> What this task involves
Your answer is the lines below, exactly, from the one that contains "color; g.fill(path, 'evenodd');" through the one that contains "g.font = font", both included.

Dataset extract Start Marker

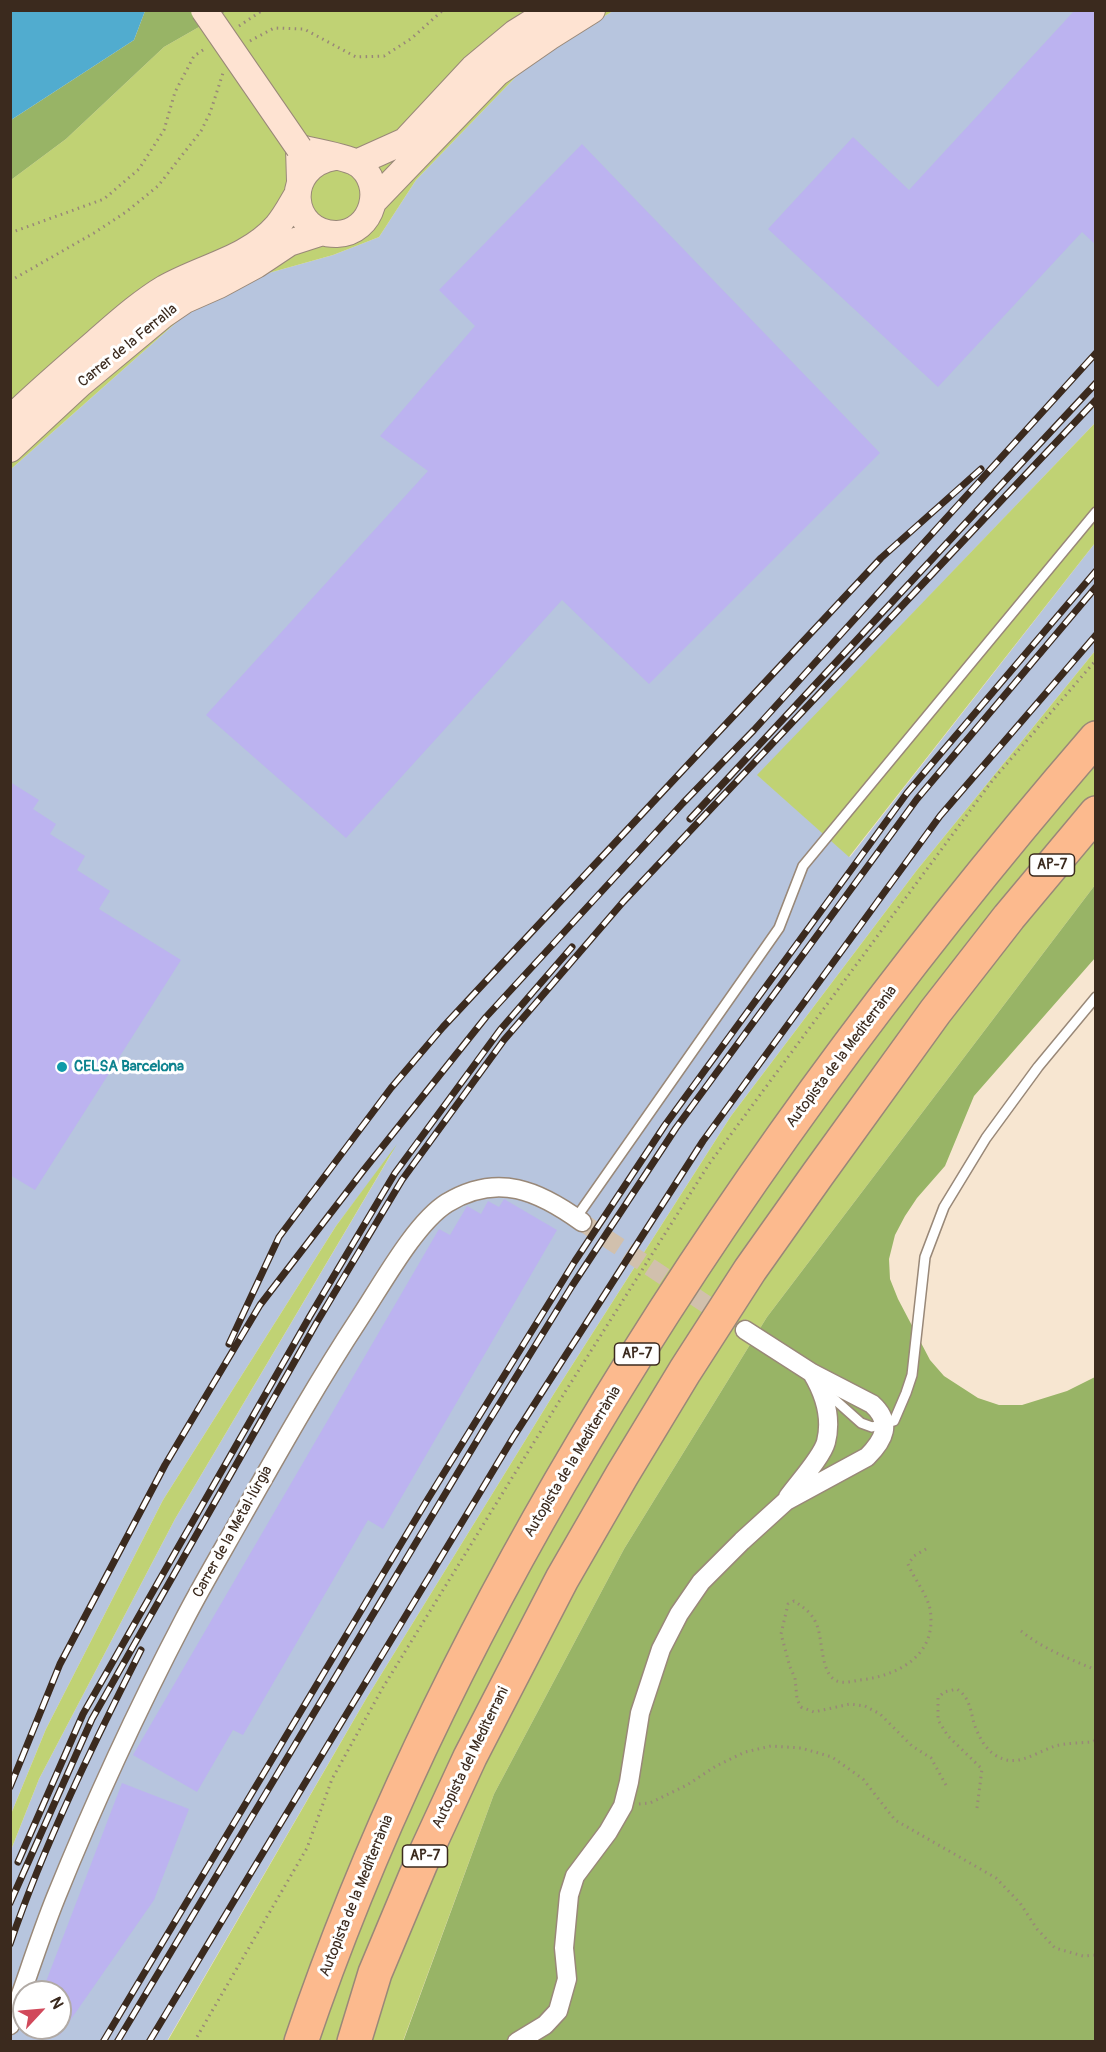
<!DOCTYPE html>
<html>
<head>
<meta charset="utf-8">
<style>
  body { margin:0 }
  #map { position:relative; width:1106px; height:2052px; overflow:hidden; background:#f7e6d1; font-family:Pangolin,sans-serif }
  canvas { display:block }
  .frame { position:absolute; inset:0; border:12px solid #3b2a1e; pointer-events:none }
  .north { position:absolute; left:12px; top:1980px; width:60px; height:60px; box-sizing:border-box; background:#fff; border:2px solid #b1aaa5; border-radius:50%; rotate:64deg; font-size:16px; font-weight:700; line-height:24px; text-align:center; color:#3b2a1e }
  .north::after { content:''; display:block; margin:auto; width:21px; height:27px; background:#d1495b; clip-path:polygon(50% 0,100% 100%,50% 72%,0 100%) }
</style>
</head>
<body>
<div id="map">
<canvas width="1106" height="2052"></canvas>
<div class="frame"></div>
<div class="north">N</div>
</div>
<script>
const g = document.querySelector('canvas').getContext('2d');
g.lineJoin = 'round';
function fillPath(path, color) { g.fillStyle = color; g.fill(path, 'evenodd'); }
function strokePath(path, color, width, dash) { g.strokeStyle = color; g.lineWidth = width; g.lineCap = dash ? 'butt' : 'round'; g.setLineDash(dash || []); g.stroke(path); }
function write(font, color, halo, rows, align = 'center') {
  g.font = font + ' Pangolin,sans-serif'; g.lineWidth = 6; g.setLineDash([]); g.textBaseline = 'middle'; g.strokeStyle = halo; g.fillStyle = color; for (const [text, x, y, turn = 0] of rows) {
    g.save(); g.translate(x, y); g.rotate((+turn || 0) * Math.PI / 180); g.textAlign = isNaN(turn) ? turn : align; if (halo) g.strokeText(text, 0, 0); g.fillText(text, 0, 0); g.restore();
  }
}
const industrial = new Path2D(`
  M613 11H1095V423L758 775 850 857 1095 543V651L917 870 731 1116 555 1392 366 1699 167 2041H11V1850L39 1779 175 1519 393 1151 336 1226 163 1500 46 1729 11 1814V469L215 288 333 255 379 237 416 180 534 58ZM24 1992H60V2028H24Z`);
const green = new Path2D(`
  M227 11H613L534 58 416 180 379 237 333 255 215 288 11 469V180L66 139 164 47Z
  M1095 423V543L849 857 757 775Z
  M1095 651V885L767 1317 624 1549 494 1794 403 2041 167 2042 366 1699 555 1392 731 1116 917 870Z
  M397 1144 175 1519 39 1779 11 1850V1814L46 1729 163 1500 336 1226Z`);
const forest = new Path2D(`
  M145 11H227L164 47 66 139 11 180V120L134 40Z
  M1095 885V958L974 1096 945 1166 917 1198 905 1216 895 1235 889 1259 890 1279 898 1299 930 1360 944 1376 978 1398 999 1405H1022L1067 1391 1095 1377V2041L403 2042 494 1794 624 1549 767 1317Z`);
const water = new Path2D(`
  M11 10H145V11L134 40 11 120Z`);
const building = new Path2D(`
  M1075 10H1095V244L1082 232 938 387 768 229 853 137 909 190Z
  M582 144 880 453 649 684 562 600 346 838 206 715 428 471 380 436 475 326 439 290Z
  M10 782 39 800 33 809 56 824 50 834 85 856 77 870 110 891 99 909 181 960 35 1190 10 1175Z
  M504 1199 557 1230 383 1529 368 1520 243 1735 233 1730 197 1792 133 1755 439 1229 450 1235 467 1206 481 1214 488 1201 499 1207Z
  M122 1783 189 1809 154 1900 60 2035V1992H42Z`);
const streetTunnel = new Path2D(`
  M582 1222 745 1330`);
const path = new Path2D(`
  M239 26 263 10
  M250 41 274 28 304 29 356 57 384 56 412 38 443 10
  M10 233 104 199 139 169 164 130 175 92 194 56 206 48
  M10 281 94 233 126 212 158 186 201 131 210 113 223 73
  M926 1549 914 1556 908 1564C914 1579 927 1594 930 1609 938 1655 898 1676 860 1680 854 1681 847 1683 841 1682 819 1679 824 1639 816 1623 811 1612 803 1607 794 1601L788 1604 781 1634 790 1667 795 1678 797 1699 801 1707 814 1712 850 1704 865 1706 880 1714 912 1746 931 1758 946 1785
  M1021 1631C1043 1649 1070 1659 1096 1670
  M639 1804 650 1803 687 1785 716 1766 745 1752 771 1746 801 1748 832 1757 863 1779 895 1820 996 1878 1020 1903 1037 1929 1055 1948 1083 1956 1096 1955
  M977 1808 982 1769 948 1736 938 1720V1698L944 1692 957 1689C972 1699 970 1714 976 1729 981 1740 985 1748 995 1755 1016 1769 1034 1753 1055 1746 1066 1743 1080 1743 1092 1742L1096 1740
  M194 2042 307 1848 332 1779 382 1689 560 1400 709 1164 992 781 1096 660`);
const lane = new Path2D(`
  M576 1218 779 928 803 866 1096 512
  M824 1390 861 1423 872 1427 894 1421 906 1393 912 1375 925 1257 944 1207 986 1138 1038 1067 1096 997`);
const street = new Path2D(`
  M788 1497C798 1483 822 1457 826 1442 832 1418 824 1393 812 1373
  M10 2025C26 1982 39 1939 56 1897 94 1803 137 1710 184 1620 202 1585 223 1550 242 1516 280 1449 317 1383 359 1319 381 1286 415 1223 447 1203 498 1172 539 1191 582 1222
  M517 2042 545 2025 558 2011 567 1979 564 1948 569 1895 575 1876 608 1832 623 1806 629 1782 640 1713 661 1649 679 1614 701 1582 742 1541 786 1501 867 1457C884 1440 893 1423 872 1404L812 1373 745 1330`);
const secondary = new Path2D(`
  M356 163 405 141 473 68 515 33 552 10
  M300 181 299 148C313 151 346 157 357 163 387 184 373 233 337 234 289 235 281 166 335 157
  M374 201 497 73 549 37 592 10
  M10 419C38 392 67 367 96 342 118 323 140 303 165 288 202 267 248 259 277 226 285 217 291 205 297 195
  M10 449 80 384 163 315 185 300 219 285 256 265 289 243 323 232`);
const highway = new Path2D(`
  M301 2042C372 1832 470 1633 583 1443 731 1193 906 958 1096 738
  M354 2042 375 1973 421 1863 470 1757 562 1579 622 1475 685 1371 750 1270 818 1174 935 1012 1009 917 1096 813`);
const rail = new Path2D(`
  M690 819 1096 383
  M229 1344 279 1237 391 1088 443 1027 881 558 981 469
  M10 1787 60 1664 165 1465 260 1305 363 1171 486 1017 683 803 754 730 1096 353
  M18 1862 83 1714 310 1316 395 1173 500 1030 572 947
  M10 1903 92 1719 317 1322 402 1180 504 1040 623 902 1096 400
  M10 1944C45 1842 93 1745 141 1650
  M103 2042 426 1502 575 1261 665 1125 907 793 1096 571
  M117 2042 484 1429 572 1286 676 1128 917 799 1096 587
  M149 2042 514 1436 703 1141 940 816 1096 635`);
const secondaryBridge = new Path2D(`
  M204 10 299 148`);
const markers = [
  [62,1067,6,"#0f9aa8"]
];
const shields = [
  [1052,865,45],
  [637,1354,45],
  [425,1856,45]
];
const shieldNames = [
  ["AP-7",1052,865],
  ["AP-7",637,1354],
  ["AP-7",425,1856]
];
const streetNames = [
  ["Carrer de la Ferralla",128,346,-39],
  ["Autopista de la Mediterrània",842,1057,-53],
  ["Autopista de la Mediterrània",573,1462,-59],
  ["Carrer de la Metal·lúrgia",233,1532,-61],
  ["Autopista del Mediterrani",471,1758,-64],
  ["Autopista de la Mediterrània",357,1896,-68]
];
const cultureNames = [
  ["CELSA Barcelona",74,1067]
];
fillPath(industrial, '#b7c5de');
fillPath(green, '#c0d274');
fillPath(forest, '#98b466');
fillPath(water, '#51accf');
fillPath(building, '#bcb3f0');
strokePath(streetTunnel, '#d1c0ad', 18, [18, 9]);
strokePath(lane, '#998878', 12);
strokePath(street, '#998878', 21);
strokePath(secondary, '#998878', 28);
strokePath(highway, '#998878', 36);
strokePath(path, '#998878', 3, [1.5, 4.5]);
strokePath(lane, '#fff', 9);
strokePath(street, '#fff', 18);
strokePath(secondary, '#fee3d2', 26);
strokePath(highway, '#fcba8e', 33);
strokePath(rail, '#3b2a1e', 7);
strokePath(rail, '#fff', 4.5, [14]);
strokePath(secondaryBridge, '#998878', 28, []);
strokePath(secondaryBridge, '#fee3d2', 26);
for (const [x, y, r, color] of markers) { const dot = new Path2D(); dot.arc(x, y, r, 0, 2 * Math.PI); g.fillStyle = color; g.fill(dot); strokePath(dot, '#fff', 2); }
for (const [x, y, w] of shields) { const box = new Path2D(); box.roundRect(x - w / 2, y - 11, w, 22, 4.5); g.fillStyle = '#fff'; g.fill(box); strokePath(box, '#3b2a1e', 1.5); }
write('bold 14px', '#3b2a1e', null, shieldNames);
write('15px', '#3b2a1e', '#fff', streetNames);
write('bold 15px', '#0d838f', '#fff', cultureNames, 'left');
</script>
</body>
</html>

Dataset extract End Marker
Dataset extract Start Marker

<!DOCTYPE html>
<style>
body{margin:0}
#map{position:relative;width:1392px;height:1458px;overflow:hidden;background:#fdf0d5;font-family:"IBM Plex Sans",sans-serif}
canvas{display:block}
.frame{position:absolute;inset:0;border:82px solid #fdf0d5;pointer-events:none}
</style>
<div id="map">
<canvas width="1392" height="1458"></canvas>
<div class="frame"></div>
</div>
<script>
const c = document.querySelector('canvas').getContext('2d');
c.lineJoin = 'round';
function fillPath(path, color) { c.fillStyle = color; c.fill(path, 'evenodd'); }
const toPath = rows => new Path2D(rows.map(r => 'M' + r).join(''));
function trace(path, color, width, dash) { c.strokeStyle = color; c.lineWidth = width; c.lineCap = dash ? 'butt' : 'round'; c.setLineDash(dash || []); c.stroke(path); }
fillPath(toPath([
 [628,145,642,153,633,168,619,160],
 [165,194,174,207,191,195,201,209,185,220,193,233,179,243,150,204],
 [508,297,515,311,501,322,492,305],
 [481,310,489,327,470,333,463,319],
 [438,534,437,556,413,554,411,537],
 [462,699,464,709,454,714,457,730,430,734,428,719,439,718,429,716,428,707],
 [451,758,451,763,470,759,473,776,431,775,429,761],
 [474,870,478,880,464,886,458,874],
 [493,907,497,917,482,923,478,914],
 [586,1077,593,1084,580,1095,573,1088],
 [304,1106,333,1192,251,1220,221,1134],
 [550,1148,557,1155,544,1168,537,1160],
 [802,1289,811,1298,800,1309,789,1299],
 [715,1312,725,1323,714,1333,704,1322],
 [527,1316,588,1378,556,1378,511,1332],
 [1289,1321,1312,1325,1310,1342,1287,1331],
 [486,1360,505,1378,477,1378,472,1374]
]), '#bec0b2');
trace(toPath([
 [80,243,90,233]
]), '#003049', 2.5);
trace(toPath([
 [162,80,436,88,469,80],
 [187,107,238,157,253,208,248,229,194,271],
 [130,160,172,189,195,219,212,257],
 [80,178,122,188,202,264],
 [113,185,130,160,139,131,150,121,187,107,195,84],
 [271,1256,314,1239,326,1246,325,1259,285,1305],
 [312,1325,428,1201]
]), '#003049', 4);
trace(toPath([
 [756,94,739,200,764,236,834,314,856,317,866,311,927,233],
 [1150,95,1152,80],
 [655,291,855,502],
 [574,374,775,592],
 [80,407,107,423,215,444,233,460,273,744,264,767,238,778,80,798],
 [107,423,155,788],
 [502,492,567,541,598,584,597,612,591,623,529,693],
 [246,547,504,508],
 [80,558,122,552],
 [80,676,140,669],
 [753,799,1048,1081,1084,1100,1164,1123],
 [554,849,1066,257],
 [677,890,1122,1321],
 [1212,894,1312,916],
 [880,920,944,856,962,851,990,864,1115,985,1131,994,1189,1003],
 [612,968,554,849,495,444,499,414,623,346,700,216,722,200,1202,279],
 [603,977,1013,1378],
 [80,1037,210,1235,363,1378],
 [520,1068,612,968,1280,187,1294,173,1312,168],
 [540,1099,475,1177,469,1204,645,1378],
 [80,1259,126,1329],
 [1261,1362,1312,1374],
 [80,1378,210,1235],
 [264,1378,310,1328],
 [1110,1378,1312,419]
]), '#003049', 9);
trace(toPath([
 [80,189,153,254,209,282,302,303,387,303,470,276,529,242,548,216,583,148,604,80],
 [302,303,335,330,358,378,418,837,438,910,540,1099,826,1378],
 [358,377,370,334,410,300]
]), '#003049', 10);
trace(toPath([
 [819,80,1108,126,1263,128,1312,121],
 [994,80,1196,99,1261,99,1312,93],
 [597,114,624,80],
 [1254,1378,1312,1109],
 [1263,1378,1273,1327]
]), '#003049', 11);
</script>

Dataset extract End Marker

> Written response
function fillPath(path, color) { g.fillStyle = color; g.fill(path, 'evenodd'); }
function strokePath(path, color, width, dash) { g.strokeStyle = color; g.lineWidth = width; g.lineCap = dash ? 'butt' : 'round'; g.setLineDash(dash || []); g.stroke(path); }
function write(font, color, halo, rows, align = 'center') {
  g.font = font + ' Pangolin,sans-serif'; g.lineWidth = 6; g.setLineDash([]); g.textBaseline = 'middle'; g.strokeStyle = halo; g.fillStyle = color; for (const [text, x, y, turn = 0] of rows) {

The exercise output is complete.